Abstract

Lung isolation for surgical facilitation by means of one lung ventilation (OLV) is seeing widespread use in all age groups due to increasing incidence of thoracoscopy and video-assisted thoracoscopic surgery (VATS). Lung isolation is most commonly achieved by use of double-lumen endotracheal tubes with or without a bronchial blocker. Development of intraoperative hypoxaemia (arterial oxygen saturation <90%) caused by OLV is a known hazard. In high altitude area (HAA), the lowered amount of O2 caused by a decrease in the barometric pressure (BP) leads to hypobaric hypoxia. Covid 19 directly impacts the lungs and damages the alveoli in the affected individuals exacerbating the hypoxia. Though rare, respiratory long-term sequelae of COVID-19 such as lung abscess can occur. The management of hypoxia in the course of lung isolation was a challenge especially in the high-altitude scenario with a Covid-19 background.

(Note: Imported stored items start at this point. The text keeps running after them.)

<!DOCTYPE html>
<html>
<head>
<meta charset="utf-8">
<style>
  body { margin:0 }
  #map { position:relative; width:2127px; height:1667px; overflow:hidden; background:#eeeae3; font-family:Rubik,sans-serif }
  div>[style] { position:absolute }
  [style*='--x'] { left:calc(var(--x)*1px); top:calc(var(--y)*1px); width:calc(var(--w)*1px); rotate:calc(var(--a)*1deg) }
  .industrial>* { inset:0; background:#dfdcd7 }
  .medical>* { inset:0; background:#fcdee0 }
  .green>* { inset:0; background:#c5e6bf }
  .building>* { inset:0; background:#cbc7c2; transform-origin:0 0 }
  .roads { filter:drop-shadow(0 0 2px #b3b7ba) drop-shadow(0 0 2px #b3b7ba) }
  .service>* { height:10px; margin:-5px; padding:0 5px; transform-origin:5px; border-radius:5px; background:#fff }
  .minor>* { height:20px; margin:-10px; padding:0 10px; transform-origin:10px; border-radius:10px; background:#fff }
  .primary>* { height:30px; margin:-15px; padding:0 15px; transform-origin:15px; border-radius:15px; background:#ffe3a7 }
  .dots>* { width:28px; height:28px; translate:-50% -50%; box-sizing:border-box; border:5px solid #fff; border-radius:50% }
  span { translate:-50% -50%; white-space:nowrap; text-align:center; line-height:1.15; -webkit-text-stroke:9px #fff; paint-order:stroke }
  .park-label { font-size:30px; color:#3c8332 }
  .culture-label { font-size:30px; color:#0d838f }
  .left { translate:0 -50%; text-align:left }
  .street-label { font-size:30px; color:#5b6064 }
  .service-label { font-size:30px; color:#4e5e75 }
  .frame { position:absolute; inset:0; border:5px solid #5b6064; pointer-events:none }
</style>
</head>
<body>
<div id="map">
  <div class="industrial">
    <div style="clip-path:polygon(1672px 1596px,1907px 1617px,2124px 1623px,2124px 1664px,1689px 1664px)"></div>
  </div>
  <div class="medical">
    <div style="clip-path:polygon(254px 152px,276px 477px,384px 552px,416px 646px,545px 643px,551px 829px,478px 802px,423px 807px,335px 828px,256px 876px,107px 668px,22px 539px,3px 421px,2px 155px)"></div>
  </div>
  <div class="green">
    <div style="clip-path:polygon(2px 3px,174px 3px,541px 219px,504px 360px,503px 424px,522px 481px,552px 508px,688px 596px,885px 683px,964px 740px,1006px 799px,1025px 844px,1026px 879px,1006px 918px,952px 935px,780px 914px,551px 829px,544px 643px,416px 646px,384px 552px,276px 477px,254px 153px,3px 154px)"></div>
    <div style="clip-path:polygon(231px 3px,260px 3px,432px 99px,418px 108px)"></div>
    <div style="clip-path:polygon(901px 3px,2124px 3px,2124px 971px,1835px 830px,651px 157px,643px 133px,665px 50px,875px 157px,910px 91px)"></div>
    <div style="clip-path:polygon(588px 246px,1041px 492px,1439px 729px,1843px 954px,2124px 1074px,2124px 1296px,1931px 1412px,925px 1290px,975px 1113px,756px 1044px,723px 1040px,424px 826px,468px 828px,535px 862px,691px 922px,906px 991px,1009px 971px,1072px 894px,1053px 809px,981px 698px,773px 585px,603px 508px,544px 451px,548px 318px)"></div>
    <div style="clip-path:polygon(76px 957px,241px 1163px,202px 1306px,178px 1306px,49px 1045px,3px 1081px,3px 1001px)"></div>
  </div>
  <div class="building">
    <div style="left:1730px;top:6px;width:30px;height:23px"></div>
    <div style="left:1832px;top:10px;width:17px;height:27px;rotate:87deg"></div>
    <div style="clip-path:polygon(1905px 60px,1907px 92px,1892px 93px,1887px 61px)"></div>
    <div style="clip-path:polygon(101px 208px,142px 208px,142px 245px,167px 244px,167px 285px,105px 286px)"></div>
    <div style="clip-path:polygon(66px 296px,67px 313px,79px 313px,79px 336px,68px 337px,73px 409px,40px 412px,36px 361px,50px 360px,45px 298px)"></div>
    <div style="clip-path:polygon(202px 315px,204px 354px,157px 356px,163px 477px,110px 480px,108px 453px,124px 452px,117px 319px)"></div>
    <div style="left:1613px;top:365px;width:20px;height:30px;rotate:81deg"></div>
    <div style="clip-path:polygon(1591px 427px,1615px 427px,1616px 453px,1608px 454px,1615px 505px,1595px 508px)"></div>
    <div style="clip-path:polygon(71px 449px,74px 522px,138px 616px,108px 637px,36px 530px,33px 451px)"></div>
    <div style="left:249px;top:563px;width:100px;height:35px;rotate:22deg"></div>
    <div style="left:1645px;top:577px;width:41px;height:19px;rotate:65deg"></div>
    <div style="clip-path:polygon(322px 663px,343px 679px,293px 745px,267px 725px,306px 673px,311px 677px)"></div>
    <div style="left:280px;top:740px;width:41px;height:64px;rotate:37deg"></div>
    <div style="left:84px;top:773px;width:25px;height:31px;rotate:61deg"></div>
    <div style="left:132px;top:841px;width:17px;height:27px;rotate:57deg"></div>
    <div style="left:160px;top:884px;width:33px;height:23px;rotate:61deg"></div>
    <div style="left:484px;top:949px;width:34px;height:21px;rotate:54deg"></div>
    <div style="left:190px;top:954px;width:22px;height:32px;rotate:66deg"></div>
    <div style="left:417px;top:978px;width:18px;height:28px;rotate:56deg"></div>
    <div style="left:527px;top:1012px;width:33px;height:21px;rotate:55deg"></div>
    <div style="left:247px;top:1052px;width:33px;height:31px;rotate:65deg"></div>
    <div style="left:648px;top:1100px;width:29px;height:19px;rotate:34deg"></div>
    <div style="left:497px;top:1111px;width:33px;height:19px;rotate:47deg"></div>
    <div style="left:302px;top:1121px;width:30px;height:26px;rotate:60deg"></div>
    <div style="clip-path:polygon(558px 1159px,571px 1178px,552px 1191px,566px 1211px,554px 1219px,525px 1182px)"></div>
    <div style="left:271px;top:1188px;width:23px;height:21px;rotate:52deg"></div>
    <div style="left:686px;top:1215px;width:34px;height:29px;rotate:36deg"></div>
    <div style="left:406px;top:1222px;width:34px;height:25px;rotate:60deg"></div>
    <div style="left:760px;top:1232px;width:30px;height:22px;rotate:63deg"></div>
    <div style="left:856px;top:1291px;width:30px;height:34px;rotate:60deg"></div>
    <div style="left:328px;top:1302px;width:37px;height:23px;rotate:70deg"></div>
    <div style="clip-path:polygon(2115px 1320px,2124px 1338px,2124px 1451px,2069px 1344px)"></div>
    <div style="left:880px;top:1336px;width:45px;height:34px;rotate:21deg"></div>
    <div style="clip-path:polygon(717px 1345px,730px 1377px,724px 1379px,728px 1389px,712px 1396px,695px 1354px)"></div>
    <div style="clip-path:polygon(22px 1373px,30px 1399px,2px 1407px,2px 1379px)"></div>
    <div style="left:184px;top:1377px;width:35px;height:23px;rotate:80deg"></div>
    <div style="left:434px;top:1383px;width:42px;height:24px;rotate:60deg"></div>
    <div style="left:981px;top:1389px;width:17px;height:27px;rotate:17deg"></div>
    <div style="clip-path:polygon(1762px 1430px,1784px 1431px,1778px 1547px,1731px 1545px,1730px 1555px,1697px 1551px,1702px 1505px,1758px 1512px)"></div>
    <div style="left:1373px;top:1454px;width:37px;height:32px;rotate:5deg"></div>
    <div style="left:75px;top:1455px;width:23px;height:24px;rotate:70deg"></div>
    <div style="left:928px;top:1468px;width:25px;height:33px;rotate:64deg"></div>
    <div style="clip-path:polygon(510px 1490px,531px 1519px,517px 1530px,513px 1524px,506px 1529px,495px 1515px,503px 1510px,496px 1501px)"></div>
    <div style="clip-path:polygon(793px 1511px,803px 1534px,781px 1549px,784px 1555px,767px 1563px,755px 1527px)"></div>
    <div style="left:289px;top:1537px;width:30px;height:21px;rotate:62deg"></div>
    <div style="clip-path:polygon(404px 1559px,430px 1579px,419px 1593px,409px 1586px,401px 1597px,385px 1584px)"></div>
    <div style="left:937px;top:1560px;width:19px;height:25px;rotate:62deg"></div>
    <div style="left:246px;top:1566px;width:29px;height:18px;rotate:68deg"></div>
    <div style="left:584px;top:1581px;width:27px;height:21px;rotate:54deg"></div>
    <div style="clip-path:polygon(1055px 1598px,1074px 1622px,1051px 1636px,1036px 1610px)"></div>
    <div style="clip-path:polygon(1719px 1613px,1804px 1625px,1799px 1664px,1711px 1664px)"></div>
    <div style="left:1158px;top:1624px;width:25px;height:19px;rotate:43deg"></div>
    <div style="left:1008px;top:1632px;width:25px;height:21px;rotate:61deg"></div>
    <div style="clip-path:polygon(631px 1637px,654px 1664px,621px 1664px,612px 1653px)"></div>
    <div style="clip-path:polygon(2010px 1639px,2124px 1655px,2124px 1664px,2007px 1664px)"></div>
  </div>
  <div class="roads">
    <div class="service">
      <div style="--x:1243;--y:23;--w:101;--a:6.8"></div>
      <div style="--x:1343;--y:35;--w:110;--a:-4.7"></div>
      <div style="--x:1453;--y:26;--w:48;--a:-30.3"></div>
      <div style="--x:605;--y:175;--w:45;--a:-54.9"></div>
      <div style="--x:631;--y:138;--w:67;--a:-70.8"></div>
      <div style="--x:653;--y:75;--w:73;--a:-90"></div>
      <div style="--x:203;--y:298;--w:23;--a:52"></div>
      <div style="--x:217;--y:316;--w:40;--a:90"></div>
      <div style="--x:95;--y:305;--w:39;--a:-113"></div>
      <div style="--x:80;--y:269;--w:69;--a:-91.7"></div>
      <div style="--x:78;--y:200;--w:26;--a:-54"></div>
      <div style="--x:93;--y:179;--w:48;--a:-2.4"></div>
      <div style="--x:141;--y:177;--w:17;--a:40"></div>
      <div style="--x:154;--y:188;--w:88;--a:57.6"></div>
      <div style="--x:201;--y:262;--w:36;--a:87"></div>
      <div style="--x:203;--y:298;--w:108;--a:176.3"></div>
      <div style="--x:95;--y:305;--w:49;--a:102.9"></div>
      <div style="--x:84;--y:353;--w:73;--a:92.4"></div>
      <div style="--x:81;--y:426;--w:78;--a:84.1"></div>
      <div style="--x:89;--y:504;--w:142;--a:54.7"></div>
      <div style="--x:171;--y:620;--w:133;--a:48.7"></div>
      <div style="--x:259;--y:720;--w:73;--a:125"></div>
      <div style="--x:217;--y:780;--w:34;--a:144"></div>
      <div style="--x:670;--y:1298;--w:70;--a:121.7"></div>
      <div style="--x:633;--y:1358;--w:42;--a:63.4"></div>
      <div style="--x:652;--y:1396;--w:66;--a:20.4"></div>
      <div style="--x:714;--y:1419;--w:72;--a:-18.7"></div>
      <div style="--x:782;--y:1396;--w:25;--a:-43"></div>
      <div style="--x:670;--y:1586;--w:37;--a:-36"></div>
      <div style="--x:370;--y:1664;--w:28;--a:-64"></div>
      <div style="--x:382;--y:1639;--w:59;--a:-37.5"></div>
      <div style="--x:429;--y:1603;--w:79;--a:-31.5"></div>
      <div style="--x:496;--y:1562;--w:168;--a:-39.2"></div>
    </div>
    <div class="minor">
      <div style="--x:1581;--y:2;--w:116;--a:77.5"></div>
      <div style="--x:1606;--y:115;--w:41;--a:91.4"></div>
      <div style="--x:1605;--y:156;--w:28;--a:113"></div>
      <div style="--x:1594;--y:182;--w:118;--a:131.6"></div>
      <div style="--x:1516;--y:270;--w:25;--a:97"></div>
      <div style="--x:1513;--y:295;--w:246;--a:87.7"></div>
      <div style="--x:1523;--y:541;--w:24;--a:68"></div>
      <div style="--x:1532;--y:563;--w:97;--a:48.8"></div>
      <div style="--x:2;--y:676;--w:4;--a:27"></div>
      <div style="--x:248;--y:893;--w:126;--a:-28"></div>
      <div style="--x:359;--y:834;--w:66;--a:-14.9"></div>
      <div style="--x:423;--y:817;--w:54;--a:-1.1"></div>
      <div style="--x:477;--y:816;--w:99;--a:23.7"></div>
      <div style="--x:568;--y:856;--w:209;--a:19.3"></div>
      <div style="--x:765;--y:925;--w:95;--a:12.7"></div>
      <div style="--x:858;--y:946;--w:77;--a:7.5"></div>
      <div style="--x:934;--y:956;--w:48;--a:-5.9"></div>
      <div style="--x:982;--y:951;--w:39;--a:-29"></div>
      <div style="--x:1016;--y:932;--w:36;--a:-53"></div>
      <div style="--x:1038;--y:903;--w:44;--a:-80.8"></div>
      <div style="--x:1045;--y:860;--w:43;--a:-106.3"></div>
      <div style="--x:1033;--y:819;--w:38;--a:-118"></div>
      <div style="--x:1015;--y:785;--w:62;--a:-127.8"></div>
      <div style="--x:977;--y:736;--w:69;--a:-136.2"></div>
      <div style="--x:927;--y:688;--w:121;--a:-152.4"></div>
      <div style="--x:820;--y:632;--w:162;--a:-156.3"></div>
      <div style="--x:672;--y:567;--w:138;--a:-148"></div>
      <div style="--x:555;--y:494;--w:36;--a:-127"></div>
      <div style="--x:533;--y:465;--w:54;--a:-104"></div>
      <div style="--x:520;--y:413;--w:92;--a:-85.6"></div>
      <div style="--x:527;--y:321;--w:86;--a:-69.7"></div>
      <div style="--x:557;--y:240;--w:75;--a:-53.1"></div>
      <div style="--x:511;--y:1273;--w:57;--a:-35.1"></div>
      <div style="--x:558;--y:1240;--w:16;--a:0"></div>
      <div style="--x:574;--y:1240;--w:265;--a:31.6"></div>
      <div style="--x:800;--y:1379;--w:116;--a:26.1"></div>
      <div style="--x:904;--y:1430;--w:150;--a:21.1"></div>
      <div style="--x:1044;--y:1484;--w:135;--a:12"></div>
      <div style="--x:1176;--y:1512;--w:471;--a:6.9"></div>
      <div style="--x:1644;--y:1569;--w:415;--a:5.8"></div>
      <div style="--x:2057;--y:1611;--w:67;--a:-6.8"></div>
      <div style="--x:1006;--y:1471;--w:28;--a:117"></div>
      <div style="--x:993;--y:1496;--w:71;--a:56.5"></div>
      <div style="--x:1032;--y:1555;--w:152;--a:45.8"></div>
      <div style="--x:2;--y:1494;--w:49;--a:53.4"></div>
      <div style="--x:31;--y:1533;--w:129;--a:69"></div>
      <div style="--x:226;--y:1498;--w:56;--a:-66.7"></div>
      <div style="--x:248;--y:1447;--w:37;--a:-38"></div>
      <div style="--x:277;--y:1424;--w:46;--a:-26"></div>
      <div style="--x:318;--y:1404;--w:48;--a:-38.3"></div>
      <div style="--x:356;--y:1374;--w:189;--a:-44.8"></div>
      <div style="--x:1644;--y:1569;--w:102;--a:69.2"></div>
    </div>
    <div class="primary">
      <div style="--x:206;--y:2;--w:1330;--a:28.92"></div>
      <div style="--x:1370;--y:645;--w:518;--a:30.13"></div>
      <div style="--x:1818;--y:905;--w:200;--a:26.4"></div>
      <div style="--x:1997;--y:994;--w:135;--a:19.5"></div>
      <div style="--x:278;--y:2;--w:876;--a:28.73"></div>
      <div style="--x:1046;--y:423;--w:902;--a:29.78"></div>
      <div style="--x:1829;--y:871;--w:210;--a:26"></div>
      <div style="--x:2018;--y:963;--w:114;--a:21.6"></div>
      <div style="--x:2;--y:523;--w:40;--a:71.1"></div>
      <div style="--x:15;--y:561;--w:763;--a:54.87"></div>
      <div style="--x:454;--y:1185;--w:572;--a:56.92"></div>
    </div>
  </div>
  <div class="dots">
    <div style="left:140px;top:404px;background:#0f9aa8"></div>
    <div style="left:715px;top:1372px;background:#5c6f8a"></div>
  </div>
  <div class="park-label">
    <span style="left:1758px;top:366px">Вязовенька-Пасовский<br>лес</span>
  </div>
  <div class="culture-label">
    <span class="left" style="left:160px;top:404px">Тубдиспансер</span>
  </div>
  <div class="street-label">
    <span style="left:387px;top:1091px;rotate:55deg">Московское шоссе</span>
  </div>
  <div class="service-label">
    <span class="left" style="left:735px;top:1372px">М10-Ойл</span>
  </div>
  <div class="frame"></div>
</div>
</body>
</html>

The present report is of an adult male with high COVID-19 antibody titres who underwent video-assisted thoracoscopic surgery at a service hospital located in a high-altitude area (HAA) with altitude 11600 ft. One lung ventilation was performed with a 39 Fr left double lumen tube. Correct placement was confirmed with fiber optic bronchoscopy. The surgery was uneventful and the patient was electively ventilated postoperatively for 48 hrs. No complications were noted peri-operatively. The soldier was subsequently discharged for convalescence.